◆ MATERIAL FOR THE TASK ◆

---

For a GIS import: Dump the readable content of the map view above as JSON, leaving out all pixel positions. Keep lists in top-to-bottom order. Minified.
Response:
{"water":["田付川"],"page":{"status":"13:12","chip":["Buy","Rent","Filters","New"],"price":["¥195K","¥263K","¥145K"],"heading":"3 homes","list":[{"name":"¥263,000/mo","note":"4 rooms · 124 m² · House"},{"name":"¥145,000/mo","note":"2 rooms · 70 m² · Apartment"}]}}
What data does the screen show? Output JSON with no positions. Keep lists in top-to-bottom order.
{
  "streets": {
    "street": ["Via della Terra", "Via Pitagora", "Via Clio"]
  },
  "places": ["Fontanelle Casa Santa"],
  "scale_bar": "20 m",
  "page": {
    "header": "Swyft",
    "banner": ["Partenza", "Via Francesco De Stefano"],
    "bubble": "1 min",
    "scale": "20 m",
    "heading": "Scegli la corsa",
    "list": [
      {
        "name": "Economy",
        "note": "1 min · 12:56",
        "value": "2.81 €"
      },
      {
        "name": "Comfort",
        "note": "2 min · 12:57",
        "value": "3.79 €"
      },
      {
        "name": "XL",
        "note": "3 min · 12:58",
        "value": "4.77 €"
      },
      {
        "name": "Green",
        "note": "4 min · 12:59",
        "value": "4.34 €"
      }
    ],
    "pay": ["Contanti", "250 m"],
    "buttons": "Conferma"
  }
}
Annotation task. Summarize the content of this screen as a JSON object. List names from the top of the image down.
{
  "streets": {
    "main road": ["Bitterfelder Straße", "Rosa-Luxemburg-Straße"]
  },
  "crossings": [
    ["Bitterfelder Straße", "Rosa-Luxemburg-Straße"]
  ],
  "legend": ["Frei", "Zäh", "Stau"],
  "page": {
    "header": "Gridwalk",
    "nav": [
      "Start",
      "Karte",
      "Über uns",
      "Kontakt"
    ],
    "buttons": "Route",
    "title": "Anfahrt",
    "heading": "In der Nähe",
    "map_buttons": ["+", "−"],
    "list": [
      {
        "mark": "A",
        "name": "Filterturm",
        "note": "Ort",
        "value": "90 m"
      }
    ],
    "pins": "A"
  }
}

---

◆ YOUR INSTRUCTIONS ◆
Could you reproduce every record above exactly as it stands?

◆ RESULT ◆
For a GIS import: Dump the readable content of the map view above as JSON, leaving out all pixel positions. Keep lists in top-to-bottom order. Minified.
Response:
{"water":["田付川"],"page":{"status":"13:12","chip":["Buy","Rent","Filters","New"],"price":["¥195K","¥263K","¥145K"],"heading":"3 homes","list":[{"name":"¥263,000/mo","note":"4 rooms · 124 m² · House"},{"name":"¥145,000/mo","note":"2 rooms · 70 m² · Apartment"}]}}
What data does the screen show? Output JSON with no positions. Keep lists in top-to-bottom order.
{
  "streets": {
    "street": ["Via della Terra", "Via Pitagora", "Via Clio"]
  },
  "places": ["Fontanelle Casa Santa"],
  "scale_bar": "20 m",
  "page": {
    "header": "Swyft",
    "banner": ["Partenza", "Via Francesco De Stefano"],
    "bubble": "1 min",
    "scale": "20 m",
    "heading": "Scegli la corsa",
    "list": [
      {
        "name": "Economy",
        "note": "1 min · 12:56",
        "value": "2.81 €"
      },
      {
        "name": "Comfort",
        "note": "2 min · 12:57",
        "value": "3.79 €"
      },
      {
        "name": "XL",
        "note": "3 min · 12:58",
        "value": "4.77 €"
      },
      {
        "name": "Green",
        "note": "4 min · 12:59",
        "value": "4.34 €"
      }
    ],
    "pay": ["Contanti", "250 m"],
    "buttons": "Conferma"
  }
}
Annotation task. Summarize the content of this screen as a JSON object. List names from the top of the image down.
{
  "streets": {
    "main road": ["Bitterfelder Straße", "Rosa-Luxemburg-Straße"]
  },
  "crossings": [
    ["Bitterfelder Straße", "Rosa-Luxemburg-Straße"]
  ],
  "legend": ["Frei", "Zäh", "Stau"],
  "page": {
    "header": "Gridwalk",
    "nav": [
      "Start",
      "Karte",
      "Über uns",
      "Kontakt"
    ],
    "buttons": "Route",
    "title": "Anfahrt",
    "heading": "In der Nähe",
    "map_buttons": ["+", "−"],
    "list": [
      {
        "mark": "A",
        "name": "Filterturm",
        "note": "Ort",
        "value": "90 m"
      }
    ],
    "pins": "A"
  }
}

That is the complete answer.